Tanti poi i capannelli creatisi spontanemente dai presenti al momento del commiato. In alcuni di essi è naturalmente montato il proposito di riprendere e rilanciare questa iniziativa in vari ambiti, andando a colpire diversi pubblici: da quello gourmet a quelli del vino e della birra, a quello della ristorazione.
Il piacere di esserci stati manifestato da alcuni dei partecipanti – tra tutti ricordiamo l’allevatrice Valentina Vidor (nella foto di apertura dell’articolo) di Ladispoli e il critico e blogger (La Natura delle Cose) pontino Gae Saccoccio – ci permettono di annunciare ai nostri lettori altre edizioni dell’incontro, che mai saranno uguali a sé stesse e che sempre e ugualmente si presenteranno cariche di stimoli, occasioni di conoscenza, dati, informazioni e di quel piacere di condivisione e socialità di cui ogni amante del buon cibo e della buona tavola non può e non deve fare a meno.
Tra un mese le analisi di laboratorio dei primi quattro latti
Il prossimo appuntamento – ne siamo certi – è già molto atteso dai partecipanti alla giornata romana: tra circa un mese Qualeformaggio presenterà i risultati delle analisi di laboratorio effettuate da uno dei più autorevoli istituti zooprofilattici operanti nel campo lattiero-caseario.
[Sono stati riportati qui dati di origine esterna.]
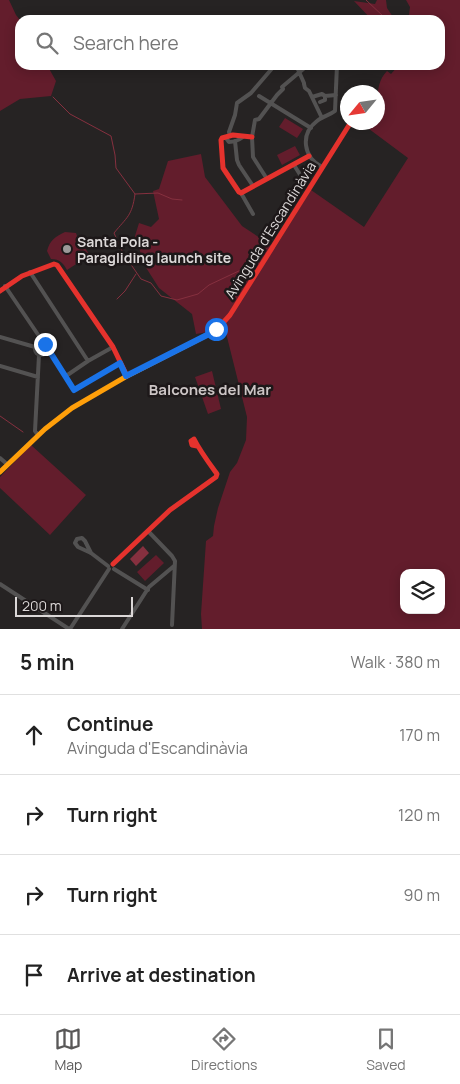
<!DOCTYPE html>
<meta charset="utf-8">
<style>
:root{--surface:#fff;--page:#f2f2f2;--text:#222;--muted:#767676;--line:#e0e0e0;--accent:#595858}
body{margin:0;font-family:Manrope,sans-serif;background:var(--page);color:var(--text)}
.controls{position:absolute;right:15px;bottom:15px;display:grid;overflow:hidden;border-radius:10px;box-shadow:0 2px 12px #0003}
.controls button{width:45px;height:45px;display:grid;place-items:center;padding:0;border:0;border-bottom:1px solid var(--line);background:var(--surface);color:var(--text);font:25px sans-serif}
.compass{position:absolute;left:340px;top:85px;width:45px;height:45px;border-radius:50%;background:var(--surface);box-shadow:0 2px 12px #0003;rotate:241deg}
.scale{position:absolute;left:15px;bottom:12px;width:118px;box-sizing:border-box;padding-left:5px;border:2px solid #dcd8d8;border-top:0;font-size:14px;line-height:18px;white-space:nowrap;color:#dcd8d8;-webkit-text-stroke:4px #1d1819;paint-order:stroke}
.stop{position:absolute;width:15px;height:15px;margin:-11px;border:4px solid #1a73e8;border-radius:50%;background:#fff}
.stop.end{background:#1a73e8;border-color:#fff;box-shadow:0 1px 5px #0008}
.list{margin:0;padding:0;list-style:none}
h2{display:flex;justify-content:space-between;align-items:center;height:65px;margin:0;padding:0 20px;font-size:21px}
h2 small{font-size:16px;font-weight:400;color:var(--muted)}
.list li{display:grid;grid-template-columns:32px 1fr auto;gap:15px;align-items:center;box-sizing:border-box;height:80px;padding:0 20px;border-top:1px solid var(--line)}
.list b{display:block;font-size:19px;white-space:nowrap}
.list p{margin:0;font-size:16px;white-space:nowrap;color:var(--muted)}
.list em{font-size:16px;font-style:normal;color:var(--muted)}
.icon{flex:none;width:28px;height:28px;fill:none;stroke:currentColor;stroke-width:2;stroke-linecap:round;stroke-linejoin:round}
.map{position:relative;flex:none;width:460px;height:629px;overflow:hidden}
.search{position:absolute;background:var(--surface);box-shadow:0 2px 12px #0003;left:15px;right:15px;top:15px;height:55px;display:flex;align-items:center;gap:12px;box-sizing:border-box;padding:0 18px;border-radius:15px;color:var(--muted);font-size:19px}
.sheet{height:385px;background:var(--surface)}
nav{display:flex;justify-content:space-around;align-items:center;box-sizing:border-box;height:70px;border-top:1px solid var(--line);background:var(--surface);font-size:14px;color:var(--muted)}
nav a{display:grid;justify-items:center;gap:2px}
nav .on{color:var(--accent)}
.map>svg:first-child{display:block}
.green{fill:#631d2c;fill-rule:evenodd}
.water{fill:#86303f}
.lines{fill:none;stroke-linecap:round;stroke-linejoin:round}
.stream{stroke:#86303f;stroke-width:1}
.street{stroke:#535252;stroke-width:4}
.slow{stroke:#ff9f0a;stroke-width:5}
.jam{stroke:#e5322d;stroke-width:5}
.route{stroke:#1a73e8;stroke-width:6}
.poi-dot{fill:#9c9999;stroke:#1d1819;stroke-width:2}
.labels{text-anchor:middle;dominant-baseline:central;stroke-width:5;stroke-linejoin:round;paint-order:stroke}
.street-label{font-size:14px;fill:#dcd8d8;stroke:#1d1819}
.poi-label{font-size:14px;font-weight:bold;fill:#dcd8d8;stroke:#1d1819;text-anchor:start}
.neighbourhood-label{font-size:15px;font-weight:bold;fill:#ccc5c5;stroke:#1d1819}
</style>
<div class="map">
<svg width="460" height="629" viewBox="0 0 460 629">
<rect width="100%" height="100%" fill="#262323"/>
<!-- green -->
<path class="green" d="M0 0H9L16 15 20 20V65H47L56 81 51 96 20 99 0 111Z
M377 0H386L387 8 393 17 409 15 410 7 406 0H460V629H202L201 614 206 541 213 536 214 526 218 508 230 472 237 463 246 440 247 417 225 329 196 334 192 314 159 288 145 266 135 236 139 223 151 227 159 219 153 191 159 189 168 161 201 154 205 177 242 226 275 248 311 190 364 227 408 158 361 123 378 122C378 105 374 84 387 71L391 74 399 65H440V20H372L354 1 375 4ZM404 573H441V610H404Z
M285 118 303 129 297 138 279 127Z
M295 146 300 155 282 165 277 155Z
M65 232 76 233 78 239 90 255 67 270C63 263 60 259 51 259L47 251C50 240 55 237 65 232Z
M212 371 221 409 208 414 195 377Z
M31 445 86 495 50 535 0 488V477Z
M156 555 164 563 145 581 137 572Z"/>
<!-- water -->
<path class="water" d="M143 546 149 553 136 566 130 559Z"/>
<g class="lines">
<!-- stream -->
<path class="stream" d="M366 0 384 17
M53 97 70 114 111 136 115 155 116 168 135 194C132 216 127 217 114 233L123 253 141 279 151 283 161 296 177 300 198 294 209 285 243 269
M135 194 158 193 172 199 182 200
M117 299 125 291 136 274
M0 416 23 432"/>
<!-- street -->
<path class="street" d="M296 65 304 83V84L305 88 309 91 322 118
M259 96 311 128
M312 97 322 94 325 96 336 95
M320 102 325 100V96
M230 135 229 132 235 115 237 103 251 93 275 65
M226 138 229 142C235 142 239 140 243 137
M235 141 237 160 239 165 253 186
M294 165 304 181
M322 167C303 157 300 134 317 121 323 116 330 115 335 111L337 65
M267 179 253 157 252 137 255 120 259 119 277 95 283 89 282 87 308 65
M241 193 253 214
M30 272 88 361
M5 286 41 339V342
M0 337 35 347
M35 349a6 6 0 1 1 12 0a6 6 0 1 1-12 0Z
M47 351 50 352 66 376 88 361 113 347
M0 366 38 377
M66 376 74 390 120 363
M38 435 35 431 39 355
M0 458 7 464
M148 531 172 556 175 561 172 625
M91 553 85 541 82 538 77 539 75 543 78 547 91 553 108 566
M114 569 148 590
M0 584 69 629
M70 629 109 569
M122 629 149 587 174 566"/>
<!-- slow -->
<path class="slow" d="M367 92 371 90 374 92
M0 472 45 429 72 408 127 376 207 335"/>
<!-- jam -->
<path class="jam" d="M252 137 233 135 222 138 221 140 223 168 239 192 241 193 309 156
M0 291 22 276 54 264 57 265 113 347 127 376
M207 335 221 325 230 315 351 122
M113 564 170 510 216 477 217 474C209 463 200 451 194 439L191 441 192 445 197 446"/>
</g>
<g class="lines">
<!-- route -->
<path class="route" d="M45 344 48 347 47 351 50 352 74 390 120 363 126 376 207 335 216 329"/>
</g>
<!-- markers -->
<circle class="poi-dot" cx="67" cy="249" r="5"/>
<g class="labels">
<!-- street labels -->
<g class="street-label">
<text transform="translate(270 230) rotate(-58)">Avinguda d'Escandinàvia</text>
</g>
<!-- poi labels -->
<g class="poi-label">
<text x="77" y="241">Santa Pola -<tspan x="77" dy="16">Paragliding launch site</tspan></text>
</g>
<!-- neighbourhood labels -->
<g class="neighbourhood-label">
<text x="210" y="389">Balcones del Mar</text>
</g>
</g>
</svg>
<div class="controls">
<button><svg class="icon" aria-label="layers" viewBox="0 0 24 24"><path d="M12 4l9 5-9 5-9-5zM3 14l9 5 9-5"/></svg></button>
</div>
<svg class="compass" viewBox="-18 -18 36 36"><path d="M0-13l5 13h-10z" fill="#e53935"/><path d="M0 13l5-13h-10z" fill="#767676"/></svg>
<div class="scale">200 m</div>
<div class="stop" style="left:216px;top:329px"></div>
<div class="stop end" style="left:45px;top:344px"></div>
<div class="search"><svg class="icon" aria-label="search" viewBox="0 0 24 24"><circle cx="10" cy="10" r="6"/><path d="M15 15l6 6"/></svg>Search here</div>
</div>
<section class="sheet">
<h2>5 min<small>Walk · 380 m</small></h2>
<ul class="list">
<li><svg class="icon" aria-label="ahead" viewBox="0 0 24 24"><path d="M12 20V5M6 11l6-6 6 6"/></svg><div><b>Continue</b><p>Avinguda d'Escandinàvia</p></div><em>170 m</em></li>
<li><svg class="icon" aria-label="right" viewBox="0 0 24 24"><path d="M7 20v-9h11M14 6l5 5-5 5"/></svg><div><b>Turn right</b></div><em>120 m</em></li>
<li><svg class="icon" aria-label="right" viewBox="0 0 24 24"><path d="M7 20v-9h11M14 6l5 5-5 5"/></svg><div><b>Turn right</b></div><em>90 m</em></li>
<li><svg class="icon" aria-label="arrive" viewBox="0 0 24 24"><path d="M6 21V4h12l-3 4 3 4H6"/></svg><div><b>Arrive at destination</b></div></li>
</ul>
</section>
<nav>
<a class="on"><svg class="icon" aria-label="map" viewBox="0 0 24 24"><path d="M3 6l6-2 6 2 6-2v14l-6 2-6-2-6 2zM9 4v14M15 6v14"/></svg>Map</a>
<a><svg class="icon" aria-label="directions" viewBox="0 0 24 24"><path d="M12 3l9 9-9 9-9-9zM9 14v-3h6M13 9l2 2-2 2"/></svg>Directions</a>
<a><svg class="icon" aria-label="saved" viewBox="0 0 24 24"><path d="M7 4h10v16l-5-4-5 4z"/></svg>Saved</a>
</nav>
Grazie ad esse misuremo finalmente la qualità del latte, che come le qualità degli alimenti in genere è
misurabile con esami di laboratorio. Il messaggio insito in questa nostra iniziativa è rivolto a tutti i consumatori, ma in primo luogo ai Gas (gruppi di acquisto solidali), che proprio grazie alla forza del gruppo, alla condivisione, possono e devono utilizzare l’arma delle analisi di laboratorio per sincerarsi, di tanto in tanto, della Qualità Reale del cibo che acquistano.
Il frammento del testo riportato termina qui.